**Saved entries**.
· · ·

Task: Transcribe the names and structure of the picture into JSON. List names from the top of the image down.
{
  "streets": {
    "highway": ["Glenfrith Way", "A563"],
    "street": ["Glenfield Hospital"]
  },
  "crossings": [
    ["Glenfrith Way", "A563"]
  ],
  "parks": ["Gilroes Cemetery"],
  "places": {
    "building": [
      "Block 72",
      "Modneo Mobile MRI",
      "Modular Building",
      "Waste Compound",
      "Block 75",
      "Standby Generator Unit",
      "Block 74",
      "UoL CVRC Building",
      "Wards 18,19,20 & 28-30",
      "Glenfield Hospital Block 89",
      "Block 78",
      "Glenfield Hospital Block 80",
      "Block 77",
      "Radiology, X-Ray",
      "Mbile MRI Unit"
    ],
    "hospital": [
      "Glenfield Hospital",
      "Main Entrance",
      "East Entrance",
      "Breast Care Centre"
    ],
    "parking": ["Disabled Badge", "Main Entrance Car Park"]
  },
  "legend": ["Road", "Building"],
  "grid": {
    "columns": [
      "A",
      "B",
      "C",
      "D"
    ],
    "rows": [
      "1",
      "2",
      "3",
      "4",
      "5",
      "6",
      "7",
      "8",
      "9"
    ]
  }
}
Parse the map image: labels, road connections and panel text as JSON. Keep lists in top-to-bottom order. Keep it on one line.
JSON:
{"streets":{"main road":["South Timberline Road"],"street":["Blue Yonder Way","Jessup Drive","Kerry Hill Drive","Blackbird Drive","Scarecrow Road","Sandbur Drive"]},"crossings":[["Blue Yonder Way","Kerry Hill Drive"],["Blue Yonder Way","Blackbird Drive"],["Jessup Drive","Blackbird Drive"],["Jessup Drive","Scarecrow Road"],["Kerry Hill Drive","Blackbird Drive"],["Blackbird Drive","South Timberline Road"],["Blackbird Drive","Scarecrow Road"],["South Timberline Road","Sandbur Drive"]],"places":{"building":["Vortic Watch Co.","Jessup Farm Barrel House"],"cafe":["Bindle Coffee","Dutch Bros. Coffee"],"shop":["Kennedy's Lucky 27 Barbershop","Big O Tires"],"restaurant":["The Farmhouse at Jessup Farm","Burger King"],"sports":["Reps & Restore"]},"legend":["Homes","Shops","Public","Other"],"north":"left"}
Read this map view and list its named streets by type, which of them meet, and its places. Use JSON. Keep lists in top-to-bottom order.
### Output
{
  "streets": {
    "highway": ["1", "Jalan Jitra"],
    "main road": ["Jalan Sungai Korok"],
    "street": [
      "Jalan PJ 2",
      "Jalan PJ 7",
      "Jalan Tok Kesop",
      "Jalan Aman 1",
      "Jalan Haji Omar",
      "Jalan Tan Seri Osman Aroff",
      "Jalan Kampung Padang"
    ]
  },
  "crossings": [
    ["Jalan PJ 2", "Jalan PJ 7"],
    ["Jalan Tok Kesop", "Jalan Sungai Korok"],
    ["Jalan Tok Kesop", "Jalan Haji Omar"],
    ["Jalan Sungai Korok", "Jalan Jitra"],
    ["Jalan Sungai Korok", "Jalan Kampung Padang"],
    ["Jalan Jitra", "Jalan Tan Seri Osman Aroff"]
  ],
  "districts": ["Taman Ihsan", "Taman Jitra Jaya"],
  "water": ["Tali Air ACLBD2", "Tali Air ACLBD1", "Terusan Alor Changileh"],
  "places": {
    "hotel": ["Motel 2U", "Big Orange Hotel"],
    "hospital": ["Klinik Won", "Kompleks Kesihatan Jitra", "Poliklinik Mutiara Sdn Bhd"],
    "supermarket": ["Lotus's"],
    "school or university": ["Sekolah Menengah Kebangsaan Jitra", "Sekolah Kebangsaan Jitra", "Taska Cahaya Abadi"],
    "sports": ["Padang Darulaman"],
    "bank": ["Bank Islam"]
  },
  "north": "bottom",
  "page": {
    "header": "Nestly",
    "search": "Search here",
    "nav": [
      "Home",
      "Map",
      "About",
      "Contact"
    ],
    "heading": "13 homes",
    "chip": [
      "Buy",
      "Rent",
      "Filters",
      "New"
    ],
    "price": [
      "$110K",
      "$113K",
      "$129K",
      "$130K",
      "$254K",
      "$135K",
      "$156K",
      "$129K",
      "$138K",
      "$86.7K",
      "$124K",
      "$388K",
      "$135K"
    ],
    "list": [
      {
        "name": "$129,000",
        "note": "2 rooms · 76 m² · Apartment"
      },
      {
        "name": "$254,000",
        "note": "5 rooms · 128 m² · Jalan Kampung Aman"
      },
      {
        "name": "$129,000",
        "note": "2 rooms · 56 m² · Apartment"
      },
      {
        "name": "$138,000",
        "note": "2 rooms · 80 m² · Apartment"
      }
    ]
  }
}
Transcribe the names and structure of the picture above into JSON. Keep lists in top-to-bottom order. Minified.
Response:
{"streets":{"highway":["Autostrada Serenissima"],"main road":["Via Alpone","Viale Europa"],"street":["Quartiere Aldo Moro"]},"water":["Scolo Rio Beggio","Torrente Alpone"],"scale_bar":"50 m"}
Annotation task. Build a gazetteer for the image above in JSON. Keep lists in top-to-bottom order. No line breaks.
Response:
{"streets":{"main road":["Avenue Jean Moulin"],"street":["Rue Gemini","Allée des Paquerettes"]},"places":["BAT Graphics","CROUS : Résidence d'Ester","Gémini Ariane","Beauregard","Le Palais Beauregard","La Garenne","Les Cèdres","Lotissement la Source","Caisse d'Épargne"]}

· · ·

Copy all records verbatim.

Task: Transcribe the names and structure of the picture into JSON. List names from the top of the image down.
{
  "streets": {
    "highway": ["Glenfrith Way", "A563"],
    "street": ["Glenfield Hospital"]
  },
  "crossings": [
    ["Glenfrith Way", "A563"]
  ],
  "parks": ["Gilroes Cemetery"],
  "places": {
    "building": [
      "Block 72",
      "Modneo Mobile MRI",
      "Modular Building",
      "Waste Compound",
      "Block 75",
      "Standby Generator Unit",
      "Block 74",
      "UoL CVRC Building",
      "Wards 18,19,20 & 28-30",
      "Glenfield Hospital Block 89",
      "Block 78",
      "Glenfield Hospital Block 80",
      "Block 77",
      "Radiology, X-Ray",
      "Mbile MRI Unit"
    ],
    "hospital": [
      "Glenfield Hospital",
      "Main Entrance",
      "East Entrance",
      "Breast Care Centre"
    ],
    "parking": ["Disabled Badge", "Main Entrance Car Park"]
  },
  "legend": ["Road", "Building"],
  "grid": {
    "columns": [
      "A",
      "B",
      "C",
      "D"
    ],
    "rows": [
      "1",
      "2",
      "3",
      "4",
      "5",
      "6",
      "7",
      "8",
      "9"
    ]
  }
}
Parse the map image: labels, road connections and panel text as JSON. Keep lists in top-to-bottom order. Keep it on one line.
JSON:
{"streets":{"main road":["South Timberline Road"],"street":["Blue Yonder Way","Jessup Drive","Kerry Hill Drive","Blackbird Drive","Scarecrow Road","Sandbur Drive"]},"crossings":[["Blue Yonder Way","Kerry Hill Drive"],["Blue Yonder Way","Blackbird Drive"],["Jessup Drive","Blackbird Drive"],["Jessup Drive","Scarecrow Road"],["Kerry Hill Drive","Blackbird Drive"],["Blackbird Drive","South Timberline Road"],["Blackbird Drive","Scarecrow Road"],["South Timberline Road","Sandbur Drive"]],"places":{"building":["Vortic Watch Co.","Jessup Farm Barrel House"],"cafe":["Bindle Coffee","Dutch Bros. Coffee"],"shop":["Kennedy's Lucky 27 Barbershop","Big O Tires"],"restaurant":["The Farmhouse at Jessup Farm","Burger King"],"sports":["Reps & Restore"]},"legend":["Homes","Shops","Public","Other"],"north":"left"}
Read this map view and list its named streets by type, which of them meet, and its places. Use JSON. Keep lists in top-to-bottom order.
### Output
{
  "streets": {
    "highway": ["1", "Jalan Jitra"],
    "main road": ["Jalan Sungai Korok"],
    "street": [
      "Jalan PJ 2",
      "Jalan PJ 7",
      "Jalan Tok Kesop",
      "Jalan Aman 1",
      "Jalan Haji Omar",
      "Jalan Tan Seri Osman Aroff",
      "Jalan Kampung Padang"
    ]
  },
  "crossings": [
    ["Jalan PJ 2", "Jalan PJ 7"],
    ["Jalan Tok Kesop", "Jalan Sungai Korok"],
    ["Jalan Tok Kesop", "Jalan Haji Omar"],
    ["Jalan Sungai Korok", "Jalan Jitra"],
    ["Jalan Sungai Korok", "Jalan Kampung Padang"],
    ["Jalan Jitra", "Jalan Tan Seri Osman Aroff"]
  ],
  "districts": ["Taman Ihsan", "Taman Jitra Jaya"],
  "water": ["Tali Air ACLBD2", "Tali Air ACLBD1", "Terusan Alor Changileh"],
  "places": {
    "hotel": ["Motel 2U", "Big Orange Hotel"],
    "hospital": ["Klinik Won", "Kompleks Kesihatan Jitra", "Poliklinik Mutiara Sdn Bhd"],
    "supermarket": ["Lotus's"],
    "school or university": ["Sekolah Menengah Kebangsaan Jitra", "Sekolah Kebangsaan Jitra", "Taska Cahaya Abadi"],
    "sports": ["Padang Darulaman"],
    "bank": ["Bank Islam"]
  },
  "north": "bottom",
  "page": {
    "header": "Nestly",
    "search": "Search here",
    "nav": [
      "Home",
      "Map",
      "About",
      "Contact"
    ],
    "heading": "13 homes",
    "chip": [
      "Buy",
      "Rent",
      "Filters",
      "New"
    ],
    "price": [
      "$110K",
      "$113K",
      "$129K",
      "$130K",
      "$254K",
      "$135K",
      "$156K",
      "$129K",
      "$138K",
      "$86.7K",
      "$124K",
      "$388K",
      "$135K"
    ],
    "list": [
      {
        "name": "$129,000",
        "note": "2 rooms · 76 m² · Apartment"
      },
      {
        "name": "$254,000",
        "note": "5 rooms · 128 m² · Jalan Kampung Aman"
      },
      {
        "name": "$129,000",
        "note": "2 rooms · 56 m² · Apartment"
      },
      {
        "name": "$138,000",
        "note": "2 rooms · 80 m² · Apartment"
      }
    ]
  }
}
Transcribe the names and structure of the picture above into JSON. Keep lists in top-to-bottom order. Minified.
Response:
{"streets":{"highway":["Autostrada Serenissima"],"main road":["Via Alpone","Viale Europa"],"street":["Quartiere Aldo Moro"]},"water":["Scolo Rio Beggio","Torrente Alpone"],"scale_bar":"50 m"}
Annotation task. Build a gazetteer for the image above in JSON. Keep lists in top-to-bottom order. No line breaks.
Response:
{"streets":{"main road":["Avenue Jean Moulin"],"street":["Rue Gemini","Allée des Paquerettes"]},"places":["BAT Graphics","CROUS : Résidence d'Ester","Gémini Ariane","Beauregard","Le Palais Beauregard","La Garenne","Les Cèdres","Lotissement la Source","Caisse d'Épargne"]}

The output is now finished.